**Your assignment**
Your answer must be the lines from the start of the records through the line with "position:absolute; left:1272px; top:672px;", exactly as written, without the pictures.

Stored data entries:
_ _ _ _ _
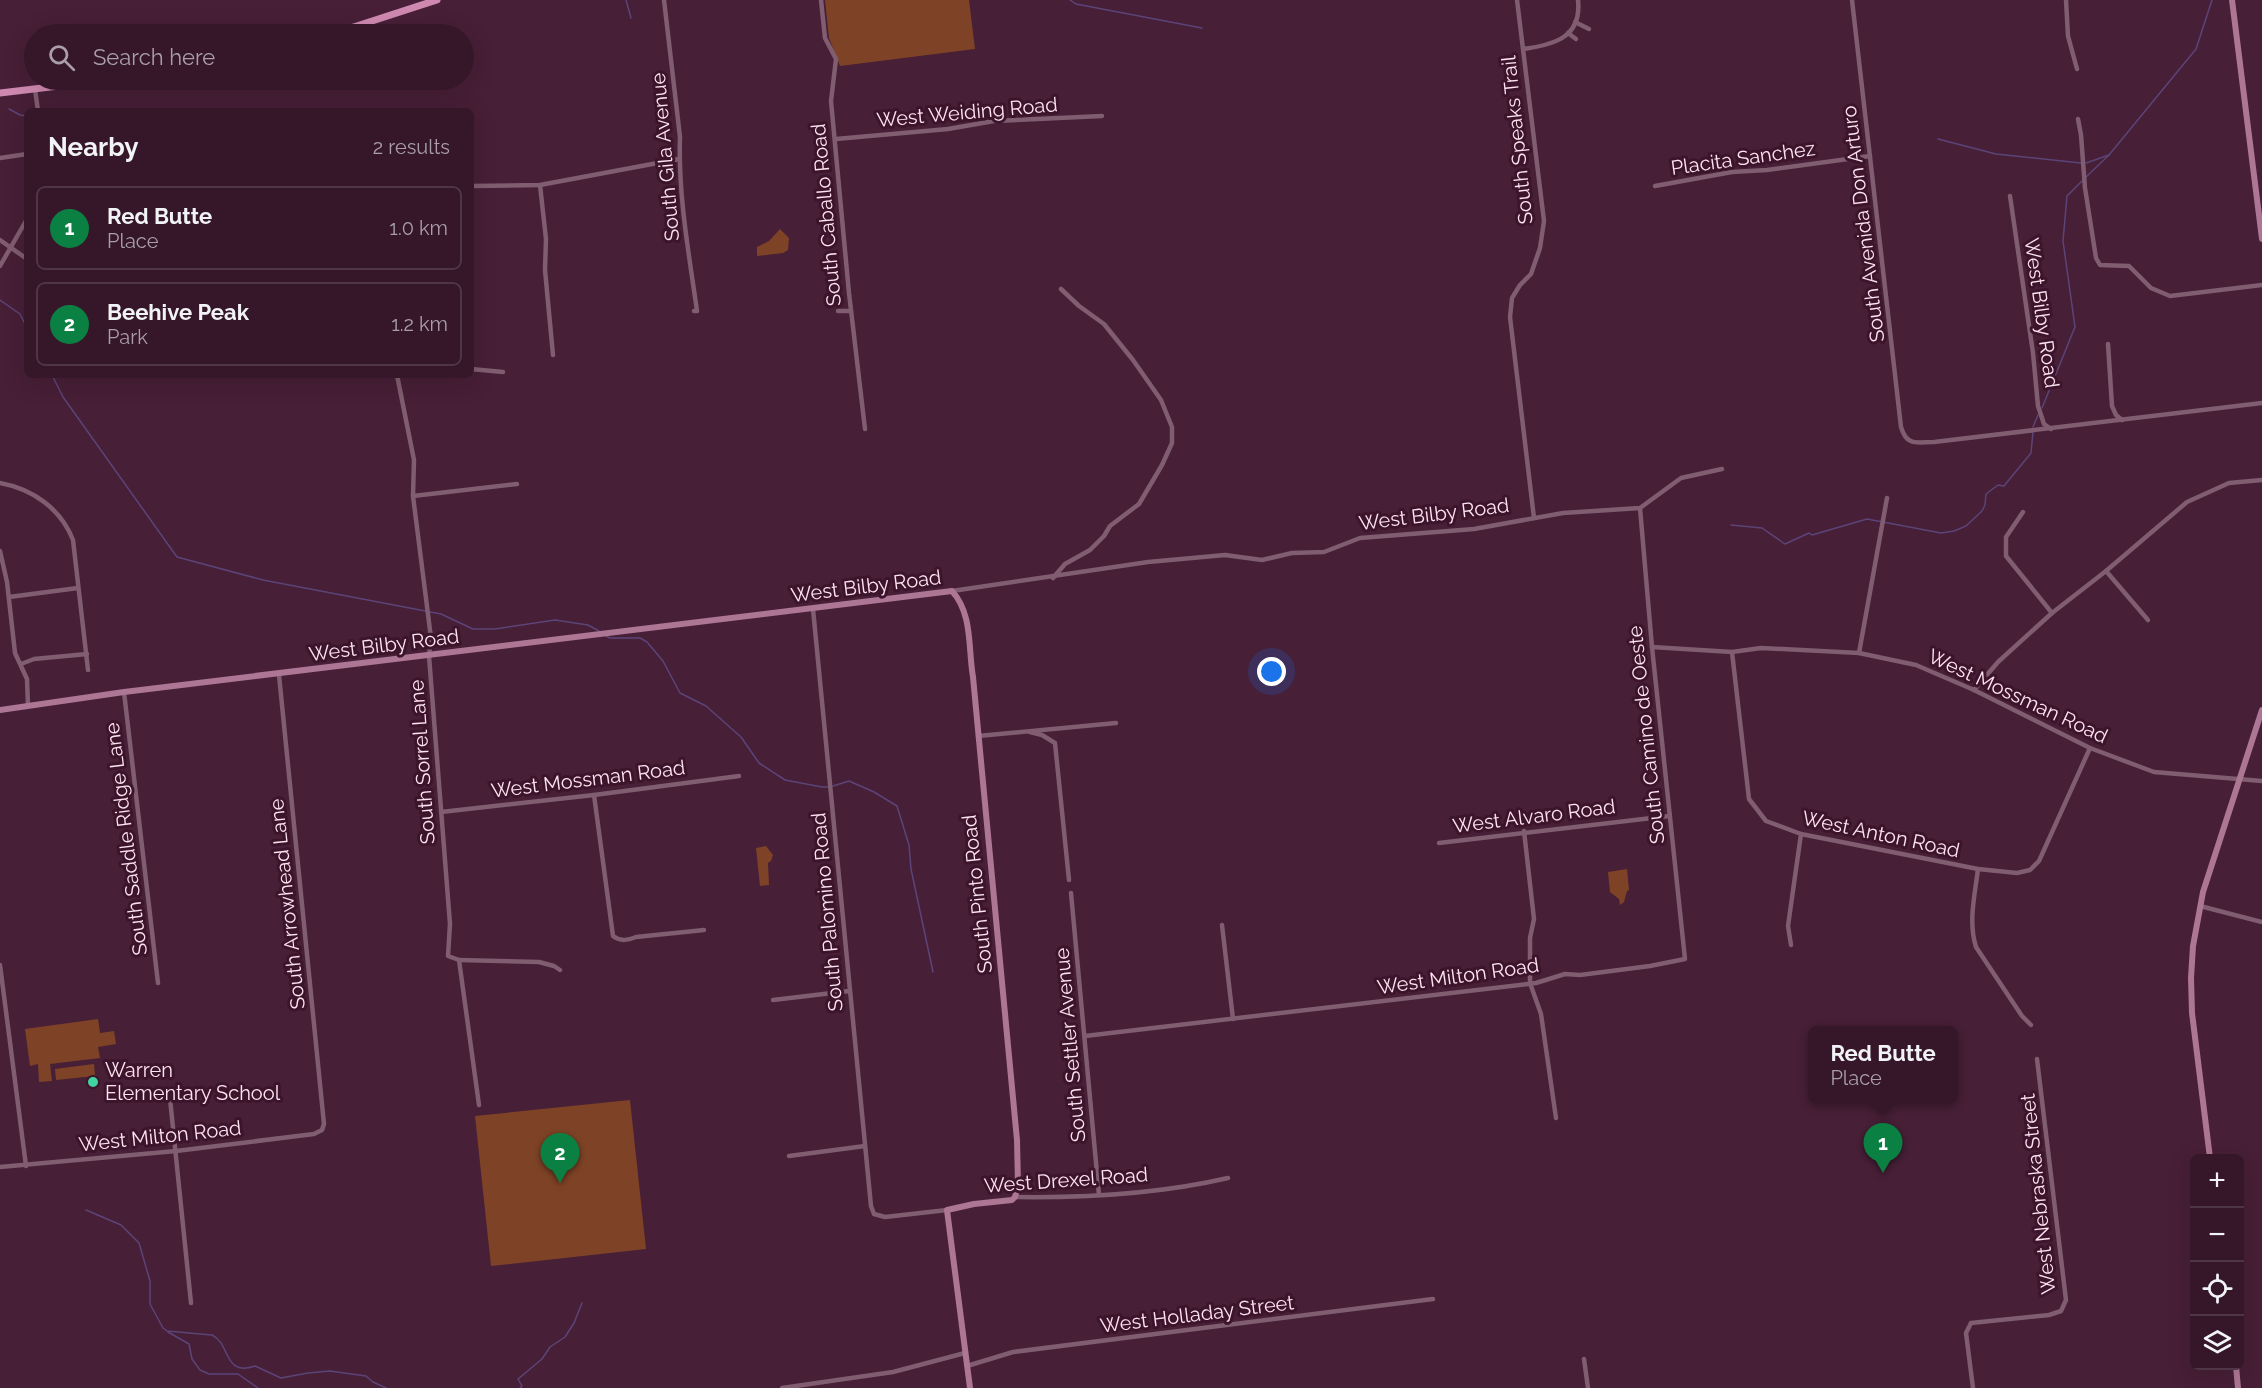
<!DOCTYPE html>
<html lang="en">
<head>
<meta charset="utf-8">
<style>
  body { margin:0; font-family:Raleway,sans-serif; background:#3d2031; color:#f1f3f6 }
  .controls { position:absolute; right:18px; bottom:18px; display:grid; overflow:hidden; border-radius:9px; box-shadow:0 6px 24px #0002 }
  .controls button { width:54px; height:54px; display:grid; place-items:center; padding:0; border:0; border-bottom:2px solid #4f3646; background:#351729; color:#f1f3f6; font:30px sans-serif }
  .you { position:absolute; left:1272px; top:672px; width:21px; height:21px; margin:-15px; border:4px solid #fff; border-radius:50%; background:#1a73e8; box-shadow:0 0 0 9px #1a73e833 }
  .badge { display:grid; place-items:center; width:39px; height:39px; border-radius:50%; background:#0b8043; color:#fff; font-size:20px; font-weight:700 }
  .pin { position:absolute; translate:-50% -50px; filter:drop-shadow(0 2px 3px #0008) }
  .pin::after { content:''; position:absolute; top:32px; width:21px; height:18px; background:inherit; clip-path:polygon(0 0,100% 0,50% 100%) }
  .popup { position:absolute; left:1808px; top:1026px; width:150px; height:78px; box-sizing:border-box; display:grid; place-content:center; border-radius:9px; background:#351729; filter:drop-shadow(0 2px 4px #0005); font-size:20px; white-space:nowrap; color:#aa9fa8 }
  .popup b { font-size:22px; color:#f1f3f6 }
  .popup::after { content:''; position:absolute; left:50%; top:100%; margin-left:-12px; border:12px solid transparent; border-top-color:#351729 }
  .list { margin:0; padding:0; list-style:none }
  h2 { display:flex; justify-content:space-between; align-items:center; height:78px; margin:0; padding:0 24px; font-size:26px }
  h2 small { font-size:20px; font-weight:400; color:#aa9fa8 }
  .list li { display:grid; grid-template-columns:39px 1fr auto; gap:18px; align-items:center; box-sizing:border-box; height:84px; margin:0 12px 12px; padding:0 12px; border:2px solid #4f3646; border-radius:9px }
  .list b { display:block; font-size:22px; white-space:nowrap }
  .list p { margin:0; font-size:20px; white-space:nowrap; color:#aa9fa8 }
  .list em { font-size:20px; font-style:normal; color:#aa9fa8 }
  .icon { flex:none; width:33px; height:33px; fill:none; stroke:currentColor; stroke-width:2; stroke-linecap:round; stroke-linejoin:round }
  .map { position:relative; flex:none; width:2262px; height:1388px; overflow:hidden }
  .search { position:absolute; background:#351729; box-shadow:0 6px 24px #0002; left:24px; top:24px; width:450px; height:66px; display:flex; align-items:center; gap:15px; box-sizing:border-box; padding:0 21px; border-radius:33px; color:#aa9fa8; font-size:22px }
  .panel { position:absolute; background:#351729; box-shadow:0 6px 24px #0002; left:24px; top:108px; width:450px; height:270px; border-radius:9px }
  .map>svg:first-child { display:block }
</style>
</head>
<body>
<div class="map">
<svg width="2262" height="1388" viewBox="0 0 2262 1388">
  <rect width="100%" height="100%" fill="#471f37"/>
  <g fill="#7e4326">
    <path d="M825,0H969L975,49L840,66L829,38Z"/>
    <path d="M780,229L789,238L788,250L783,253L757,256V247L769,241Z"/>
    <path d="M766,846L773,855L771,861L768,863L769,885L760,886L756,848Z"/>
    <path d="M1627,869L1629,890L1627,891L1624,902L1620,905L1619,899L1610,892L1608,872Z"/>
    <path d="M98,1019L100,1033L114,1031L116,1044L98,1047L100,1058L50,1064L52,1081L39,1082L38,1064L30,1066L25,1029Z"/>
    <path d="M94,1064L95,1076L56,1080L55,1069Z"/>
    <path d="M630,1100L646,1249L491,1266L475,1116Z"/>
  </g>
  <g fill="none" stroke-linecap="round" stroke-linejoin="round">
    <g stroke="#5c4478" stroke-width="1.5">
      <path d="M626,0L631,18"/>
      <path d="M1070,0L1076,4L1202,28"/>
      <path d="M9,109L20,115L27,116"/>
      <path d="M1938,139L1996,154L2081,163"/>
      <path d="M2086,163L2109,155L2196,49L2212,0"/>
      <path d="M2085,178L2109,155"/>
      <path d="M0,300L20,314L27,328"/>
      <path d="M52,375L63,397L177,557L263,580L441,614L473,629H495L555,620L588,625L599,631"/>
      <path d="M2042,408L2075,327L2063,241L2067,196L2082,181"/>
      <path d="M2033,427L2038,415"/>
      <path d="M1731,525L1762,528L1785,544L1809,533L1812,535L1867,519L1941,533L1954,531L1966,526L1982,511L1985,505L1986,494L1998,485L2004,486L2031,453L2033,432"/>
      <path d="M606,636L610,638H640L647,642L663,661L680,693L706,706L741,737L759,763L785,780L822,787H828"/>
      <path d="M833,786L849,781L874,792L897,806L909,845L911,869L933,972"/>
      <path d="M86,1210L121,1225L139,1243L150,1281V1304L163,1328L167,1331L212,1335C231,1344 223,1377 255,1366L281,1378L308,1373L330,1371L366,1376L373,1382L386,1388"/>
      <path d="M168,1332L189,1344L192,1359L200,1370L209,1374H238L258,1388"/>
      <path d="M520,1388L522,1386L518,1379L542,1359L550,1347L565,1337L574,1323L582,1303"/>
    </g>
    <g stroke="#805d70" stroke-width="4.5">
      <path d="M664,0L680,137C678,195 689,254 697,311H694"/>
      <path d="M821,0L825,38L836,59L831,101L849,293L865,429"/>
      <path d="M1517,0L1544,221L1540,248L1531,274L1520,285L1512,298L1510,317L1534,518"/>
      <path d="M1852,0L1901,427C1907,447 1917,442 1934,442L2262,403"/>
      <path d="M2066,0L2068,36L2077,69"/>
      <path d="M1575,22L1589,29"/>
      <path d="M1568,33L1576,39"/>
      <path d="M1523,49C1553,45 1582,38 1578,0"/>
      <path d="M35,89L38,111"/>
      <path d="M2078,119L2081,135L2085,188L2096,258L2100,265L2129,266L2151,288L2170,296L2262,285"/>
      <path d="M836,139L948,129L994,121L1102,116"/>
      <path d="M0,158L27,154"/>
      <path d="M540,185L546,239L545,270L553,355"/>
      <path d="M471,186L540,185L679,159"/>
      <path d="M1655,186L1732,172L1767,170L1870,156"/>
      <path d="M2010,196L2033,353L2038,406L2044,424L2051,429"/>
      <path d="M0,240L27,259"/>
      <path d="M0,266L27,219"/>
      <path d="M838,311H851"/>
      <path d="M2108,344L2112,406L2116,415L2122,420"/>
      <path d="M471,369L503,372"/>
      <path d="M397,375L414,460L413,496L431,638L429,656L450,924L448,956L459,960L479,1105"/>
      <path d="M0,483C33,489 61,509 73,540L88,670"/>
      <path d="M413,496L517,484"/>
      <path d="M2023,512L2006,537V556L2052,613"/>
      <path d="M0,551L7,582L15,653L27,679L28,706"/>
      <path d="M2106,571L2148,620"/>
      <path d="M1053,578L1065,564L1090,550L1104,536L1110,526L1139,504L1162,465L1172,443V427L1161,400L1133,360L1104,324L1079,306L1061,289"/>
      <path d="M952,591L1148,562L1225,555L1262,560L1292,553L1324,552L1360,538L1474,529L1563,513L1640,508L1681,478L1722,469"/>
      <path d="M9,597L78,588"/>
      <path d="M813,609L871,1206L874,1214L885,1217L947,1210"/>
      <path d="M1652,647L1732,652L1761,648L1859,653L1916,665L1974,690L2090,748L2154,772L2262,781"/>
      <path d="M1732,652L1749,799L1766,821L1801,834L1978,869L2017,873L2030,870L2039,861L2090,748"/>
      <path d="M1859,653L1887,498"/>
      <path d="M21,664L34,659L87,654"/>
      <path d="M1974,690L1998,662L2052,613L2106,571L2187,502L2229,483L2262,480"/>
      <path d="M124,692L158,983"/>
      <path d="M1030,732L1042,735L1055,743L1069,880"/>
      <path d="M978,736L1116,723"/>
      <path d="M594,795L613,936C621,942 628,940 636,937L704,930"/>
      <path d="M441,812L594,795L739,776"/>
      <path d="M1524,831L1534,919L1530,938V983L1541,1014L1556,1118"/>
      <path d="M1439,843L1669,816"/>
      <path d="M1978,869C1975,894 1968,922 1976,947L2022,1016L2031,1025"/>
      <path d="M1071,893L1099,1195"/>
      <path d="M2200,906L2262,922"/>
      <path d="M1222,925L1233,1019"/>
      <path d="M1791,945L1788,926L1801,834"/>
      <path d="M459,960L539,962L554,966L560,970"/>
      <path d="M0,965L26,1166"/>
      <path d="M773,1000L849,991"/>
      <path d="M1085,1036L1536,983L1565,974L1580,975L1650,966L1685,959L1652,647L1640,508"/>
      <path d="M169,1089L191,1303"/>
      <path d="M789,1156L865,1146"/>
      <path d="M0,1167L176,1151L314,1134L322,1130L324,1124L279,675"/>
      <path d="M1015,1197C1086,1198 1159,1194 1228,1178"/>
      <path d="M1584,1359L1588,1388"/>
      <path d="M967,1366L1013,1352L1433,1299"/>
      <path d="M782,1388L893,1372L965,1353"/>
      <path d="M1973,1388L1966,1333L1971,1323L2049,1315L2061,1311L2066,1300L2037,1059"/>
    </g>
    <g stroke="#ad7694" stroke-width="6">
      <path d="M2232,0L2262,239"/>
      <path d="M0,710L124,692L952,591C973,614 968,649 973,677L1017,1140L1018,1185L1015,1197L1012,1200L974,1204L947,1210L970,1388"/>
      <path d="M2210,1158L2192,1013L2191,978L2193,946L2203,892L2262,710"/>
      <path d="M2236,1366L2238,1388"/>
    </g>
    <g stroke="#cf89b0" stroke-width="7">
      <path d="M332,34L437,0"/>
      <path d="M0,93L109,80"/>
    </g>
  </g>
  <circle fill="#41d4a1" stroke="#3c152d" stroke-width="2" cx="93" cy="1082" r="6"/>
  <g text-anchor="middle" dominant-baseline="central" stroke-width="6" stroke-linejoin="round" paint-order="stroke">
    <g font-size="20" fill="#fee3f0" stroke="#3c152d">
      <text transform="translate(967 112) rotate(-5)">West Weiding Road</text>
      <text transform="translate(1517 140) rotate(-96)">South Speaks Trail</text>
      <text transform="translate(665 157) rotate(-95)">South Gila Avenue</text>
      <text transform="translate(1743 158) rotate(-8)">Placita Sanchez</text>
      <text transform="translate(826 215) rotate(-95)">South Caballo Road</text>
      <text transform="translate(1863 224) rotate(-97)">South Avenida Don Arturo</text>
      <text transform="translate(2042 313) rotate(82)">West Bilby Road</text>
      <text transform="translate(1434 514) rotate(-7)">West Bilby Road</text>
      <text transform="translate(866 586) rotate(-7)">West Bilby Road</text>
      <text transform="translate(384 645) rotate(-7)">West Bilby Road</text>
      <text transform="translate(2018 696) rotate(25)">West Mossman Road</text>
      <text transform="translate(1646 735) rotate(-96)">South Camino de Oeste</text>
      <text transform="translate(422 762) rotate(-94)">South Sorrel Lane</text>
      <text transform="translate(588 779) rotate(-7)">West Mossman Road</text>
      <text transform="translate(1534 816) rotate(-7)">West Alvaro Road</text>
      <text transform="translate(1881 834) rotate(12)">West Anton Road</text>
      <text transform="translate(126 839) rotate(-97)">South Saddle Ridge Lane</text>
      <text transform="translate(977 894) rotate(-96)">South Pinto Road</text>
      <text transform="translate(287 904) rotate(-96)">South Arrowhead Lane</text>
      <text transform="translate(827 912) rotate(-95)">South Palomino Road</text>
      <text transform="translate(1458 976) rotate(-8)">West Milton Road</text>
      <text transform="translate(1070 1045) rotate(-95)">South Settler Avenue</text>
      <text transform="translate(160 1136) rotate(-6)">West Milton Road</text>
      <text transform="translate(1066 1180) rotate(-4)">West Drexel Road</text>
      <text transform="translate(2038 1194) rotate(-96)">West Nebraska Street</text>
      <text transform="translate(1197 1314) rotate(-7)">West Holladay Street</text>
    </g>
    <g font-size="20" fill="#fee3f0" stroke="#3c152d" text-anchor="start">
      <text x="105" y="1070">Warren<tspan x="105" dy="23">Elementary School</tspan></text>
    </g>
  </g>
</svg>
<div class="controls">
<button>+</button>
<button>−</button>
<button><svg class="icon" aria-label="locate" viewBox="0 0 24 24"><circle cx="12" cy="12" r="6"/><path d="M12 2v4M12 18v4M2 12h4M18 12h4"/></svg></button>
<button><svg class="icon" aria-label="layers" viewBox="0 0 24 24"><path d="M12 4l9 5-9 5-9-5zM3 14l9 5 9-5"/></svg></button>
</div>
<div class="you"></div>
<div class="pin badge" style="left:1883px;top:1173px">1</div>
<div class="popup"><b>Red Butte</b>Place</div>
<div class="pin badge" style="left:560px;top:1183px">2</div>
<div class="search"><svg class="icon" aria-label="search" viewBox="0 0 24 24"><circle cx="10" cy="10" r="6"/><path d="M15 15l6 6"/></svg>Search here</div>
<section class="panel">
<h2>Nearby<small>2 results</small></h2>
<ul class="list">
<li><span class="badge">1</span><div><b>Red Butte</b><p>Place</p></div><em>1.0 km</em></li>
<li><span class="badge">2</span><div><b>Beehive Peak</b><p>Park</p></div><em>1.2 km</em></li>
</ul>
</section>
</div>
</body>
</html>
_ _ _ _ _
**Response**
<!DOCTYPE html>
<html lang="en">
<head>
<meta charset="utf-8">
<style>
  body { margin:0; font-family:Raleway,sans-serif; background:#3d2031; color:#f1f3f6 }
  .controls { position:absolute; right:18px; bottom:18px; display:grid; overflow:hidden; border-radius:9px; box-shadow:0 6px 24px #0002 }
  .controls button { width:54px; height:54px; display:grid; place-items:center; padding:0; border:0; border-bottom:2px solid #4f3646; background:#351729; color:#f1f3f6; font:30px sans-serif }
  .you { position:absolute; left:1272px; top:672px; width:21px; height:21px; margin:-15px; border:4px solid #fff; border-radius:50%; background:#1a73e8; box-shadow:0 0 0 9px #1a73e833 }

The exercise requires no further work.